--- Problem to work on ---
Reproduced exactly, the lines from the start of the material through the line containing "content:''; display:block; margin:auto;" should be the whole answer, with pictures excluded.

------------------------------------------------------------

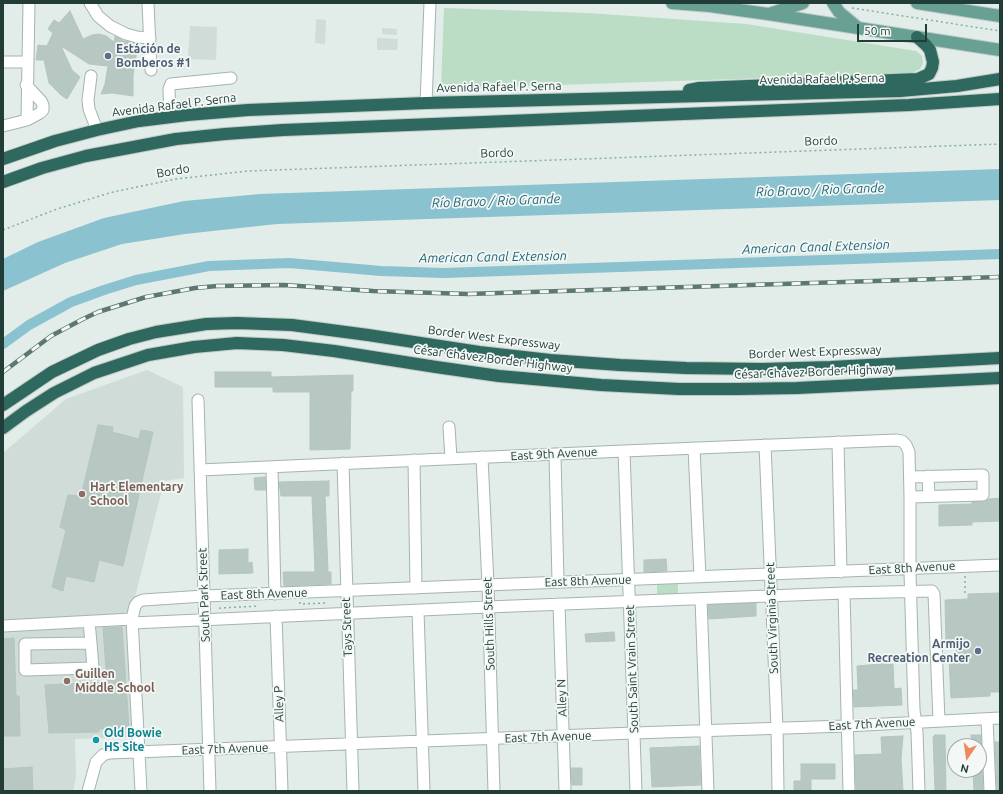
<!DOCTYPE html>
<html>
<head>
<meta charset="utf-8">
<style>
	body { margin:0 }
	#map { position:relative; width:1003px; height:794px; overflow:hidden; background:#e2ece8; font-family:Ubuntu,sans-serif }
	canvas { display:block }
	.frame { position:absolute; inset:0; border:4px solid #223d37; pointer-events:none }
	.north { position:absolute; left:947px; top:738px; width:40px; height:40px; box-sizing:border-box; background:#f3f8f6; border:1px solid #9fadaa; border-radius:50%; rotate:193deg; font-size:11px; font-weight:700; line-height:16px; text-align:center; color:#223d37 }
	.north::after { content:''; display:block; margin:auto; width:14px; height:18px; background:#ef885d; clip-path:polygon(50% 0,100% 100%,50% 72%,0 100%) }
	.scale { position:absolute; left:857px; top:24px; width:70px; height:18px; box-sizing:border-box; border:2px solid #223d37; border-top:0; padding-left:5px; font-size:12px; line-height:14px; white-space:nowrap; color:#223d37; -webkit-text-stroke:3px #f3f8f6; paint-order:stroke }
</style>
</head>
<body>
<div id="map">
<canvas width="1003" height="794"></canvas>
<div class="frame"></div>
<div class="north">N</div>
<div class="scale">50 m</div>
</div>
<script>
const context = document.querySelector('canvas').getContext('2d');
context.lineJoin = 'round';
function paint(path, color) { context.fillStyle = color; context.fill(path, 'evenodd'); }
const toPath = rows => new Path2D(rows.map(r => 'M' + r).join(''));
function strokePath(path, color, width, dash) { context.strokeStyle = color; context.lineWidth = width; context.lineCap = dash ? 'butt' : 'round'; context.setLineDash(dash || []); context.stroke(path); }
function write(font, color, halo, rows, align = 'center') {
  context.font = font + ' Ubuntu,sans-serif'; context.lineWidth = 3.5; context.setLineDash([]); context.textBaseline = 'middle'; context.strokeStyle = halo; context.fillStyle = color; for (const [text, x, y, turn = 0] of rows) {
    context.save(); context.translate(x, y); context.rotate((+turn || 0) * Math.PI / 180); context.textAlign = isNaN(turn) ? turn : align; if (halo) context.strokeText(text, 0, 0); context.fillText(text, 0, 0); context.restore();
  }
}
const built = toPath([
	[316,19,326,20,325,44,315,43],
	[190,26,217,27,216,60,188,59],
	[382,28,397,29,397,35,382,34],
	[377,38,398,39,397,50,377,50],
	[147,370,183,387,184,478,164,481,135,597,128,614,134,737,75,739,76,777,73,791,3,791,3,453,66,399]
]);
const green = toPath([
	[444,8,588,13,746,24,916,51,922,56,923,63,920,69,912,73,441,89],
	[678,583,678,594,657,595,657,584]
]);
const water = toPath([
	[1000,169,1000,200,277,224,185,234,122,244,65,263,3,291,3,259,38,242,104,218,184,201,260,194]
]);
const canal = toPath([
	[3,344,29,325,71,302,104,290,136,280,209,266,289,263,381,271,444,273,1000,254]
]);
const building = toPath([
	[70,11,83,39,92,35,99,34,106,36,114,42,115,36,124,41,138,44,133,75,133,96,112,93,101,94,105,84,108,66,89,64,61,46,72,70,80,77,67,99,61,95,49,83,44,60,36,60,38,45,47,46,53,33,48,29,54,20,59,23,70,11],
	[215,372,271,372,271,377,353,375,353,391,351,391,350,449,310,450,310,392,273,392,273,387,215,387,215,372],
	[98,425,113,427,112,432,139,439,141,430,153,432,123,566,99,560,94,582,66,576,63,591,52,587,66,530,60,527,68,495,81,496,98,425],
	[265,477,266,490,255,490,254,478,265,477],
	[329,481,329,496,325,496,328,572,331,572,331,584,284,586,283,572,315,572,312,496,281,496,279,482,329,481],
	[1000,498,1000,521,972,522,972,525,939,526,939,505,972,504,972,502,986,501,989,499,1000,498],
	[248,549,248,563,252,562,253,573,219,574,219,550,248,549],
	[666,559,667,571,644,572,644,560,666,559],
	[1000,593,1000,692,990,692,990,696,951,698,949,659,956,658,956,643,946,642,945,600,968,599,968,594,1000,593],
	[756,603,756,616,709,619,708,605,756,603],
	[122,627,129,728,99,729,99,732,49,733,45,685,107,682,103,628,122,627],
	[614,632,615,641,586,642,585,634,614,632],
	[14,638,16,696,19,696,20,736,3,736,3,639,14,638],
	[881,664,893,664,894,689,901,688,902,705,854,707,853,690,858,690,857,666,881,664],
	[935,735,945,735,946,791,935,791,933,737,935,735],
	[971,735,981,735,983,791,974,791,973,770,979,770,979,746,972,746,971,735],
	[903,736,901,759,903,791,856,791,855,755,882,754,881,737,903,736],
	[995,742,1000,742,1000,791,997,791,995,742],
	[699,746,701,785,652,787,650,748,699,746],
	[801,764,835,764,835,779,811,779,811,791,794,791,794,781,801,781,801,764],
	[32,767,33,791,3,791,3,769,32,767],
	[571,768,582,768,582,785,572,785,571,768]
]);
const path = toPath([
	[852,8,1000,31],
	[3,230,57,209,113,192,176,179,248,171,1000,144],
	[965,576,965,593],
	[300,602,300,604,326,603],
	[220,609,220,608,259,606]
]);
const minor = toPath([
	[90,3,98,16,110,26,126,34,137,37,150,38],
	[148,3,151,70],
	[3,62,27,62],
	[91,76,88,100,89,109,97,130],
	[26,85,41,101,43,105,43,110,40,113,27,120],
	[426,103,430,3],
	[170,117,169,89,171,84,231,78],
	[3,126,27,120,29,3],
	[198,400,210,791],
	[449,427,451,458],
	[838,442,841,572],
	[765,445,777,728,778,791],
	[694,448,700,577],
	[624,451,636,791],
	[555,454,558,582],
	[482,457,488,585,494,791],
	[414,460,416,588],
	[343,463,353,791],
	[272,467,275,594],
	[200,470,624,451,897,440,902,441,906,445,909,452,910,497,910,572,914,710,917,732,919,791],
	[928,476,929,496],
	[910,477,983,475,983,495,910,497],
	[844,593,849,791],
	[701,599,708,791],
	[559,604,565,791],
	[418,611,424,791],
	[276,616,282,791],
	[89,622,91,643,93,668,25,670,25,644,91,643],
	[132,623,488,607,844,593,932,591,934,594,939,721],
	[3,626,132,619],
	[987,719,990,791],
	[88,791,96,762,103,755,109,753,634,733,846,726,1000,718],
	[141,791,132,619,135,606,138,602,143,600,204,596,1000,565]
]);
const major = toPath([
	[672,3,710,6,768,14,1000,50],
	[833,3,839,12,857,27],
	[917,3,1000,16],
	[769,14,803,3]
]);
const highway = toPath([
	[689,90,699,88,918,79,929,74,932,68,933,62,930,50,926,45,917,37],
	[3,159,55,141,97,130,139,121,187,115,248,110,426,103,900,91,957,86,1000,79],
	[3,182,42,168,86,156,176,139,225,134,283,130,909,105,1000,99],
	[3,405,52,372,98,350,129,339,156,332,206,324,237,323,292,325,368,335,479,352,550,360,620,365,686,368,763,369,831,367,1000,358],
	[3,428,26,411,54,393,94,373,148,355,194,347,237,343,283,345,334,351,436,367,499,376,601,385,679,389,738,389,797,388,1000,378]
]);
const rail = toPath([
	[3,372,51,336,83,319,98,312,146,297,195,288,217,286,284,285,373,291,468,294,1000,277]
]);
const markers = [
	[108,56,4,"#5c6f8a"],
	[82,494,4,"#8d6e63"],
	[978,651,4,"#5c6f8a"],
	[67,681,4,"#8d6e63"],
	[96,740,4,"#0f9aa8"]
];
const serviceNames = [
	["Estáción de",116,49],
	["Bomberos #1",116,63],
	["Armijo",970,644,"right"],
	["Recreation Center",970,658,"right"]
];
const streetNames = [
	["Avenida Rafael P. Serna",822,79,-1],
	["Avenida Rafael P. Serna",499,87,-1],
	["Avenida Rafael P. Serna",174,105,-7],
	["Bordo",821,141,-2],
	["Bordo",497,153,-2],
	["Bordo",173,171,-10],
	["Border West Expressway",494,338,7],
	["Border West Expressway",815,352,-2],
	["César Chávez Border Highway",493,359,7],
	["César Chávez Border Highway",814,372,-2],
	["East 9th Avenue",554,454,-3],
	["East 8th Avenue",912,568,-3],
	["East 8th Avenue",588,581,-2],
	["East 8th Avenue",264,594,-2],
	["South Park Street",204,595,-92],
	["South Virginia Street",772,618,-92],
	["South Hills Street",489,624,-92],
	["Tays Street",347,627,-92],
	["South Saint Vrain Street",632,669,-92],
	["Alley N",562,698,-92],
	["Alley P",279,704,-92],
	["East 7th Avenue",872,724,-3],
	["East 7th Avenue",548,737,-2],
	["East 7th Avenue",225,749,-2]
];
const educationNames = [
	["Hart Elementary",90,487],
	["School",90,501],
	["Guillen",75,674],
	["Middle School",75,688]
];
const cultureNames = [
	["Old Bowie",104,733],
	["HS Site",104,747]
];
const waterNames = [
	["Río Bravo / Rio Grande",820,190,-2],
	["Río Bravo / Rio Grande",496,201,-2],
	["American Canal Extension",816,247,-2],
	["American Canal Extension",493,257,-1]
];
paint(built, '#d0dcd7');
paint(green, '#bbddc6');
paint(water, '#8bc2d0');
strokePath(canal, '#8bc2d0', 10);
paint(building, '#b7c7c1');
strokePath(building, '#b5c5bf', 1);
strokePath(minor, '#a5b4af', 13);
strokePath(major, '#c1c9c7', 14);
strokePath(highway, '#c1c9c7', 14);
strokePath(path, '#83afa3', 1.5, [2, 3]);
strokePath(minor, '#fff', 11);
strokePath(major, '#68a094', 12);
strokePath(highway, '#2f685f', 12);
strokePath(rail, '#5d7872', 4.5);
strokePath(rail, '#f3f8f6', 3, [9]);
for (const [x, y, r, color] of markers) { const dot = new Path2D(); dot.arc(x, y, r, 0, 2 * Math.PI); context.fillStyle = color; context.fill(dot); strokePath(dot, '#f3f8f6', 1.5); }
write('bold 12px', '#4e5e75', '#f3f8f6', serviceNames, 'left');
write('12px', '#223d37', '#f3f8f6', streetNames);
write('bold 12px', '#785e54', '#f3f8f6', educationNames, 'left');
write('bold 12px', '#0d838f', '#f3f8f6', cultureNames, 'left');
write('italic 13px', '#1e6477', '#f3f8f6', waterNames);
</script>
</body>
</html>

------------------------------------------------------------

--- Result ---
<!DOCTYPE html>
<html>
<head>
<meta charset="utf-8">
<style>
	body { margin:0 }
	#map { position:relative; width:1003px; height:794px; overflow:hidden; background:#e2ece8; font-family:Ubuntu,sans-serif }
	canvas { display:block }
	.frame { position:absolute; inset:0; border:4px solid #223d37; pointer-events:none }
	.north { position:absolute; left:947px; top:738px; width:40px; height:40px; box-sizing:border-box; background:#f3f8f6; border:1px solid #9fadaa; border-radius:50%; rotate:193deg; font-size:11px; font-weight:700; line-height:16px; text-align:center; color:#223d37 }
	.north::after { content:''; display:block; margin:auto; width:14px; height:18px; background:#ef885d; clip-path:polygon(50% 0,100% 100%,50% 72%,0 100%) }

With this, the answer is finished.